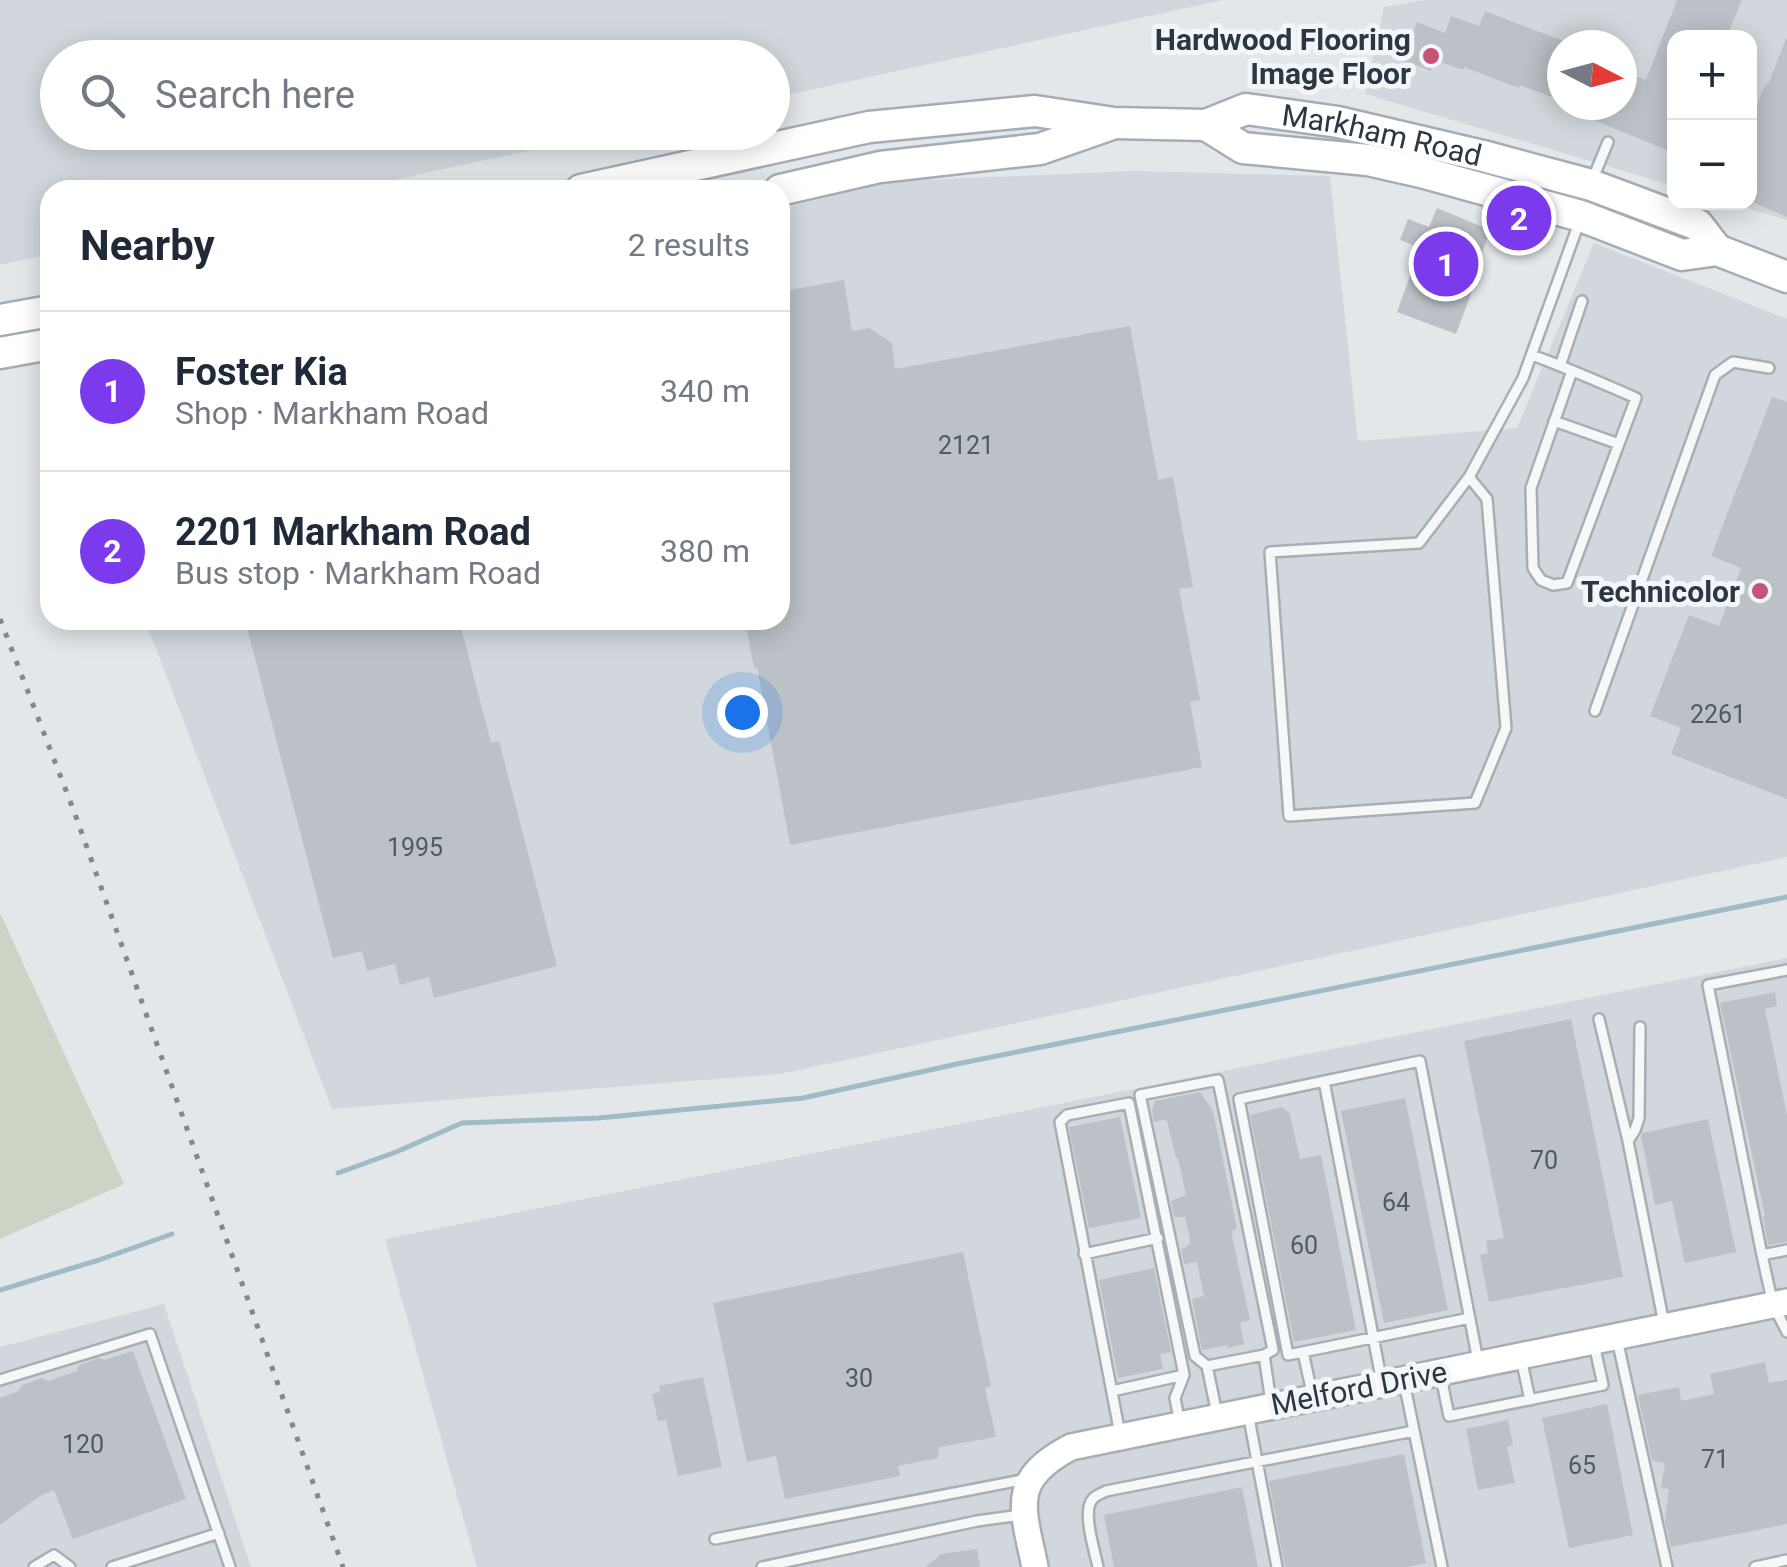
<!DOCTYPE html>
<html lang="en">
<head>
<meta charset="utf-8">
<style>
  body { margin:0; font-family:Roboto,sans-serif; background:#f6f6f7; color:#1f2937 }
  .controls { position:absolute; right:30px; top:30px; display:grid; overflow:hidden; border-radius:20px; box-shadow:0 5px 25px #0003 }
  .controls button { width:90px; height:90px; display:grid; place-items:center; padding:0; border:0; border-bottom:2px solid #e0e1e3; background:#fff; color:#1f2937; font:50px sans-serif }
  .compass { position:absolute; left:1547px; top:30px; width:90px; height:90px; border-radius:50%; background:#fff; box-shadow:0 5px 25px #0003; rotate:96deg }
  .you { position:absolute; left:742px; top:712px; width:35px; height:35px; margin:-25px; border:8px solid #fff; border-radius:50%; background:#1a73e8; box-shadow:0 0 0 15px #1a73e833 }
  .badge { display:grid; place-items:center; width:65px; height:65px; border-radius:50%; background:#7c3aed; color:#fff; font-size:32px; font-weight:700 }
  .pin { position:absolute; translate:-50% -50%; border:5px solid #fff; box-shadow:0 2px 10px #0006 }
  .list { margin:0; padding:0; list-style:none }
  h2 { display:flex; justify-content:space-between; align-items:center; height:130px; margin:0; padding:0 40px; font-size:42px }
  h2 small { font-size:32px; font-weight:400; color:#747a83 }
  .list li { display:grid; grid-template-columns:65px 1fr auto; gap:30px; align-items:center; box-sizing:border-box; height:160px; padding:0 40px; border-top:2px solid #e0e1e3 }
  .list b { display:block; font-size:38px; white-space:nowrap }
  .list p { margin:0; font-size:32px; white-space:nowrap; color:#747a83 }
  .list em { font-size:32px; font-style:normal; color:#747a83 }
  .icon { flex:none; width:55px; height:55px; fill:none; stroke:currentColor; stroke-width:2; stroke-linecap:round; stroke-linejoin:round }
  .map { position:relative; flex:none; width:1787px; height:1567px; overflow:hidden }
  .search { position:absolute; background:#fff; box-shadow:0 5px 25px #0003; left:40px; top:40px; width:750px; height:110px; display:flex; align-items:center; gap:25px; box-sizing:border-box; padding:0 35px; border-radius:55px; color:#747a83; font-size:38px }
  .panel { position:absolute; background:#fff; box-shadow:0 5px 25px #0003; left:40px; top:180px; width:750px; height:450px; border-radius:30px }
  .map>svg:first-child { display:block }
  .built { fill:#d1d7dc; fill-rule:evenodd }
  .green { fill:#cbd4c5 }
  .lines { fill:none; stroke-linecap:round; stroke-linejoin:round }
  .stream { stroke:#a1bac8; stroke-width:5 }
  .building { fill:#bbc1c7 }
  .lane-casing { stroke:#a8afb4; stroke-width:14 }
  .secondary-casing { stroke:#a8afb4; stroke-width:30 }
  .primary-casing { stroke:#a3adb5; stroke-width:35 }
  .lane { stroke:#f6f7f9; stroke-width:9 }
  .secondary { stroke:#fff; stroke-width:25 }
  .primary { stroke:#fff; stroke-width:30 }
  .rail { stroke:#7e8993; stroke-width:5; stroke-dasharray:5 10; stroke-linecap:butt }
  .poi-dot { fill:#c65275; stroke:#f3f6f8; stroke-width:4 }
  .labels { text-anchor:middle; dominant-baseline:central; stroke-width:10; stroke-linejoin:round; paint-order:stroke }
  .number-label { font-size:25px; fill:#505a63 }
  .poi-label { font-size:30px; font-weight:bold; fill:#2c3742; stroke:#f3f6f8; text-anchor:end }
  .street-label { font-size:30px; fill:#2c3742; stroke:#f3f6f8 }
</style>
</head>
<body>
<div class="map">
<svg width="1787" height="1567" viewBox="0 0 1787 1567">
  <rect width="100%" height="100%" fill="#e3e7ea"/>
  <!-- built -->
  <path class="built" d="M0,0H1223L773,98L772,58H58V132L612,133L346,190H50V254L0,265Z
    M1424,0H1787V220L1729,203L1750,202V38H1674V186L1365,94L1384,7ZM1562,45H1622V105H1562Z
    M1135,171L1330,176L1358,441L1517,428L1594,243L1787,319V857L780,1074L332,1109L145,620H780V209L895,181Z
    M1787,958V1567H477L385,1239Z
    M164,1304L251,1567H0V1347Z"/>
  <!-- green -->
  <path class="green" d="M0,913L124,1184L0,1239Z"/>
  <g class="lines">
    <!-- stream -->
    <path class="stream" d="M338,1173L396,1152L462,1123L599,1118L803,1098L957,1064L1787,897
      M0,1290L99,1260L172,1234"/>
  </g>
  <!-- building -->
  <path class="building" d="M1677,0H1742L1726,38H1674V153L1559,106L1622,105V71L1646,80Z
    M1485,11L1571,44L1555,45L1562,48V101L1520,85V88L1508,84L1464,67L1463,70L1435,60L1431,71L1403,60L1417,22L1445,33L1451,16L1479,26Z
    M1786,39H1787V217L1750,201V128L1761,94L1766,84L1768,85Z
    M1437,208L1490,230L1472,281L1475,283L1456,334L1397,312L1420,248L1400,240L1408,219L1429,227Z
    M844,280L852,331L869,328L892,343L895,369L1130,326L1158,480L1173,477L1193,587L1179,589L1200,700L1190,702L1202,767L790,845L757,667L754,668L745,620H780V292Z
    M1772,397L1787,402V799L1671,754L1681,728L1650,716L1689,615L1719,626L1741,568L1711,556Z
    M245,620H459L491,743L499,741L557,966L434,998L429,977L400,985L395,964L367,971L362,951L333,958Z
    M1775,992L1777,1006L1765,1009L1787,1115V1242L1768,1245L1763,1217L1765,1216L1720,1003Z
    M1571,1019L1623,1277L1489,1302L1480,1255L1488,1253L1486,1241L1504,1238L1464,1041Z
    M1200,1092L1213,1111L1237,1229L1231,1231L1250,1320L1240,1323L1244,1344L1228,1348L1227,1345L1202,1350L1192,1299L1204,1296L1197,1262L1184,1264L1181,1249L1187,1247V1245L1191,1244L1185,1217H1174L1171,1201L1186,1195L1178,1158H1176L1167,1121L1164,1120L1154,1122L1152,1110L1155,1101Z
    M1405,1098L1448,1310L1384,1323L1341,1111Z
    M1282,1107L1290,1114L1300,1159L1321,1155L1356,1330L1294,1342L1250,1115Z
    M1120,1117L1141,1218L1089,1228L1069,1127Z
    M1708,1119L1736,1252L1685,1263L1672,1201L1655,1205L1641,1136L1643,1133Z
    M963,1252L991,1386L985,1388L996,1437L939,1447L938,1458L898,1466L900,1476L785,1499L776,1456L747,1462L713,1303Z
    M1154,1268L1171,1352L1160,1354L1163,1369L1118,1378L1099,1280Z
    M133,1351L186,1499L73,1539L54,1490L40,1496L0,1525V1398L19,1391L22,1385L42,1378L48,1381L77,1371L79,1365L99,1358L105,1360Z
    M1765,1362L1769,1383L1787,1380V1524L1671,1547L1665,1521L1669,1489L1661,1488L1665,1463L1652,1461L1638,1395L1679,1387L1681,1401L1714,1394L1710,1374Z
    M703,1377L722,1467L678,1476L666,1420L658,1421L652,1394L660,1392L659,1386Z
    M1607,1404L1633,1535L1569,1548L1542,1418Z
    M1508,1420L1513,1445L1507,1447L1515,1483L1478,1490L1466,1429Z
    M1404,1454L1426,1563L1408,1567H1285L1269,1481Z
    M1242,1487L1258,1567H1114L1104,1515Z
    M977,1549L980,1567H926L941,1554Z"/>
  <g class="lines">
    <defs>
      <path id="lane" d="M1592,181L1608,142
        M1532,355C1567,368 1602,383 1636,398L1567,583L1553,585L1541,580L1533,568L1531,488L1572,371
        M1560,366L1582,301
        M1554,421L1619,444
        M1469,477L1487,499L1506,728L1475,803L1289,816L1270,552L1419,543L1469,477L1523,378L1580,220
        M1595,711L1715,375L1733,362L1769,368
        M1787,970L1708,985L1762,1255L1787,1250
        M1599,1019L1628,1141L1664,1324
        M1324,1081L1382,1383
        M1628,1141L1635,1130L1639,1118L1640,1027
        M1084,1254L1158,1238
        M1762,1255L1773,1305L1787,1332
        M1470,1318L1288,1355L1239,1099L1420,1061L1478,1361
        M1617,1339L1667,1567
        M1303,1352L1312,1393
        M1521,1358L1530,1400
        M1207,1366L1195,1356L1140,1095L1218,1080L1273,1350L1264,1355
        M1441,1377L1449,1416L1603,1385L1594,1344
        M0,1380L150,1334L230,1567
        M1404,1382L1442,1567
        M1112,1391L1184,1375
        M1248,1413L1277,1567
        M1217,1414L1207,1366L1264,1355L1271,1402
        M1120,1434L1060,1122L1067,1115L1129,1103L1184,1375L1175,1398L1180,1424
        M715,1539L1027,1479
        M34,1567L54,1555L70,1567
        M112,1567L219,1533
        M762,1567L977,1521L1021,1515
        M1098,1567C1095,1552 1082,1512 1092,1500C1095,1495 1101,1494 1106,1491L1414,1431
        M1755,1567L1787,1560"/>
      <path id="secondary" d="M1035,1567C1023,1508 1008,1480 1071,1447L1787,1302"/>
      <g id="primary">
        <path d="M1206,125L1243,148L1368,160L1421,172L1581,216L1682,255L1717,250L1787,277"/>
        <path id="s1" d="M581,190L869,127L1035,111L1114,123L1206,125L1246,109L1338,122L1483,156L1591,185L1698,225L1717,250"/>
        <path d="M780,190L880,167L1040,149L1109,125"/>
        <path d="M0,320L50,311"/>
        <path d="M0,353L50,344"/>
      </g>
    </defs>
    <!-- lane casing -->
    <use href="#lane" class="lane-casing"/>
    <!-- secondary casing -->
    <use href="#secondary" class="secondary-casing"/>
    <!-- primary casing -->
    <use href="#primary" class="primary-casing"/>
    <!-- lane -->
    <use href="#lane" class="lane"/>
    <!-- secondary -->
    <use href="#secondary" class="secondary"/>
    <!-- primary -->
    <use href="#primary" class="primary"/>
    <!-- rail -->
    <path class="rail" d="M0,619L75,814L343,1567"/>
  </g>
  <!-- markers -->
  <g class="poi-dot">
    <circle cx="1431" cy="56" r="10"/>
    <circle cx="1760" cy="591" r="10"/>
  </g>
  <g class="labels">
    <!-- number labels -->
    <g class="number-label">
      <text x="966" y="445">2121</text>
      <text x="1718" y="714">2261</text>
      <text x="415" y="847">1995</text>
      <text x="1544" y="1160">70</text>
      <text x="1396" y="1202">64</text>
      <text x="1304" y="1245">60</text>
      <text x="859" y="1378">30</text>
      <text x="83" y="1444">120</text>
      <text x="1715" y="1459">71</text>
      <text x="1582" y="1465">65</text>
    </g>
    <!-- poi labels -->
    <g class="poi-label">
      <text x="1411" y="39">Hardwood Flooring<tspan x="1411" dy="34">Image Floor</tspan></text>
      <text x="1740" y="591">Technicolor</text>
    </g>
    <!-- street labels -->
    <g class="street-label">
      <text stroke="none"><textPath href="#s1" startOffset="815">Markham Road</textPath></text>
      <text transform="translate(1359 1388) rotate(-11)">Melford Drive</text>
    </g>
  </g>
</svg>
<div class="controls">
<button>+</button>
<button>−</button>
</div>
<svg class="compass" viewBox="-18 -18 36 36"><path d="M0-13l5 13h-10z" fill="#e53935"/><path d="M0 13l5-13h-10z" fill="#747a83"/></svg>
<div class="you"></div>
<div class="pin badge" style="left:1446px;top:264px">1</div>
<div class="pin badge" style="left:1519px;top:218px">2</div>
<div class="search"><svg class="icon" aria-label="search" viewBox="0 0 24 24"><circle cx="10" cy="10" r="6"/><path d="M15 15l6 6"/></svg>Search here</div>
<section class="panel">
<h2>Nearby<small>2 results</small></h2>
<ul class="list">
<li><span class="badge">1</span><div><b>Foster Kia</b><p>Shop · Markham Road</p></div><em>340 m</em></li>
<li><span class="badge">2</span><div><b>2201 Markham Road</b><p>Bus stop · Markham Road</p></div><em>380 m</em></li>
</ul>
</section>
</div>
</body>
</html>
--------------------------------------------------
▸ WORK INSTRUCTIONS:
Show all lines in the entries above where the word "compass" appears.

▸ RESPONSE BELOW:
  .compass { position:absolute; left:1547px; top:30px; width:90px; height:90px; border-radius:50%; background:#fff; box-shadow:0 5px 25px #0003; rotate:96deg }
<svg class="compass" viewBox="-18 -18 36 36"><path d="M0-13l5 13h-10z" fill="#e53935"/><path d="M0 13l5-13h-10z" fill="#747a83"/></svg>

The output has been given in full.